Preparing to Shift Online

EVersity and other online universities spend weeks building online courses, said Moore. Instructors also are put through weeks of training on communicating with students and interacting with them, he said.

Arkansas colleges and universities had to make that online change in a few weeks.

UCA had completed 11 weeks of the 15-week semester when the shift to online took place. “I think that that probably helped with our faculty and our students because … there really was a good, strong relationship that had formed within those classes,” Davis said. “It would have been very difficult to have pivoted if that were maybe Week 3 of the term.”

He said that in mid- to late February, UCA’s provost and academic deans and its Center for Teaching Excellence started preparing professors for the chance that the spring semester would be finished online. In addition, 300 of the 2,700 courses that UCA offered for the spring semester were already online.

Lyon also had been doing prep work to convert its courses to online. It had offered summer school classes online, so “we kind of had the tools in place,” King said.

Still, “it’s going to be probably a rough four-and-a-half weeks as far as problems,” he said. “You know all the things that happen when you try and have a video conference.”
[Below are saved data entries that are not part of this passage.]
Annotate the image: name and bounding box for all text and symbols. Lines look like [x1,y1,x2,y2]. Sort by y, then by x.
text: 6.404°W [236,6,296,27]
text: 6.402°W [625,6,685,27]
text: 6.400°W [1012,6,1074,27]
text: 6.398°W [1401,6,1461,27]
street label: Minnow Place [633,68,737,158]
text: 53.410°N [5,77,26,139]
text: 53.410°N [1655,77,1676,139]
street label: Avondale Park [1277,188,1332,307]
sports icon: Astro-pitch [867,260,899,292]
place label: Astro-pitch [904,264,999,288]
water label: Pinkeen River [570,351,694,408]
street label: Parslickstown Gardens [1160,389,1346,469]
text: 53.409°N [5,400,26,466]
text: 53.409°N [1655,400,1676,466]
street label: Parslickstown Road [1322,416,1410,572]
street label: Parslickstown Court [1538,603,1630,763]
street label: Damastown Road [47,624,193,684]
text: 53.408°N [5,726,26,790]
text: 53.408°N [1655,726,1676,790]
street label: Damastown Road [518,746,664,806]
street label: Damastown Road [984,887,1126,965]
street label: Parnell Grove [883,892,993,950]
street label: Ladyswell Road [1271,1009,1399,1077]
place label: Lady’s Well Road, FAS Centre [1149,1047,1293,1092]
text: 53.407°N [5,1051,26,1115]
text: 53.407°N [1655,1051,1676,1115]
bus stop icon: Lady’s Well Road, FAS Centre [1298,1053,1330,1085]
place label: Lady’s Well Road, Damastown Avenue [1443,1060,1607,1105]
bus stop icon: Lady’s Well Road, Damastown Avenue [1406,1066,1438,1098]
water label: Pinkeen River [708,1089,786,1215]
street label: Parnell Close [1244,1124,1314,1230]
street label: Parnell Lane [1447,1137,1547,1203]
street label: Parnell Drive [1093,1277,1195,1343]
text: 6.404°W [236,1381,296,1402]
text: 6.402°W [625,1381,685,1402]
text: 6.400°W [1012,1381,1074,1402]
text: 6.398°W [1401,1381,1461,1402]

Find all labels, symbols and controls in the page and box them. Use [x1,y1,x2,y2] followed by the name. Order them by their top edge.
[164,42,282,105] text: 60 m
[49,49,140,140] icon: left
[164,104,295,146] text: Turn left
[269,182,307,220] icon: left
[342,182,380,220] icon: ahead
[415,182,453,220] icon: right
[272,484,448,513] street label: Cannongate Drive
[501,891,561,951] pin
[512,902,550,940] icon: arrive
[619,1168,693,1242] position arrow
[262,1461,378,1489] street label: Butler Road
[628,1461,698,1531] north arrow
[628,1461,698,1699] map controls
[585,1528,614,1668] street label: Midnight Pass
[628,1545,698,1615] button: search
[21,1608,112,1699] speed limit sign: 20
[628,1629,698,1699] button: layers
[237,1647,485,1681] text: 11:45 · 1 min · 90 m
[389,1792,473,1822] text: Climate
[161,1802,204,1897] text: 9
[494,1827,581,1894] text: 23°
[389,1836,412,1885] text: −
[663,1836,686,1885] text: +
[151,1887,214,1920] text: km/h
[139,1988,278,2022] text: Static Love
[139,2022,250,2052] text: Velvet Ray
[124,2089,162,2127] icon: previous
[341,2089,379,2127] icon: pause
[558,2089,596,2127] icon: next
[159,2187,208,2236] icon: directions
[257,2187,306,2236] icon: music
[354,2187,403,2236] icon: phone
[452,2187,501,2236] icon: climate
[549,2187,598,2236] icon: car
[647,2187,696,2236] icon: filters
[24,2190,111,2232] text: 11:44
And some courses are more difficult to shift to online than others, such as a science lab.

“Not every major is going to be impacted exactly the same way,” Moore said. King said the “labs and those sorts of things will just have to make do.”

There are “very good resources online” that offer simulations or videos for lab classes, King said. “So we’ll fill in with that,” he said. “It’s certainly not something we’d want to do on a normal basis.”

But he expects everything to work out because two-thirds of the semester had been completed before the online switch. Finals will be online, and he doesn’t see a problem there. “We have an honor code, so we don’t have any worry about doing finals remotely,” he said.

As for the commencement, it’s “up in the air,” King said. “We’ll have it eventually. We just may have to postpone it to the end of the summer.”

Returning to School

Once the public health emergency ends, “I think you’ll end up with brick-and-mortar schools going back to being brick and mortar, because that’s what they do best,” eVersity’s Moore said. “And that’s what students want.”

Most of the traditional college students are between the ages of 18 and 22 and aren’t going to college just to take classes. “They want to live on or near campus because of all the other things that come along with the campus environment,” Moore said. “They want to live away from home. They want to enjoy hanging out in the quad.

“That doesn’t happen for the 100% online student,” he said.

King said one of the few positives of the coronavirus pandemic is that Lyon, with the online tools, maintained ties with students after they moved home.

“So I think we’re doing our job as a residential college,” King said. “But none of us would really want to be doing it this way if we had any other options.”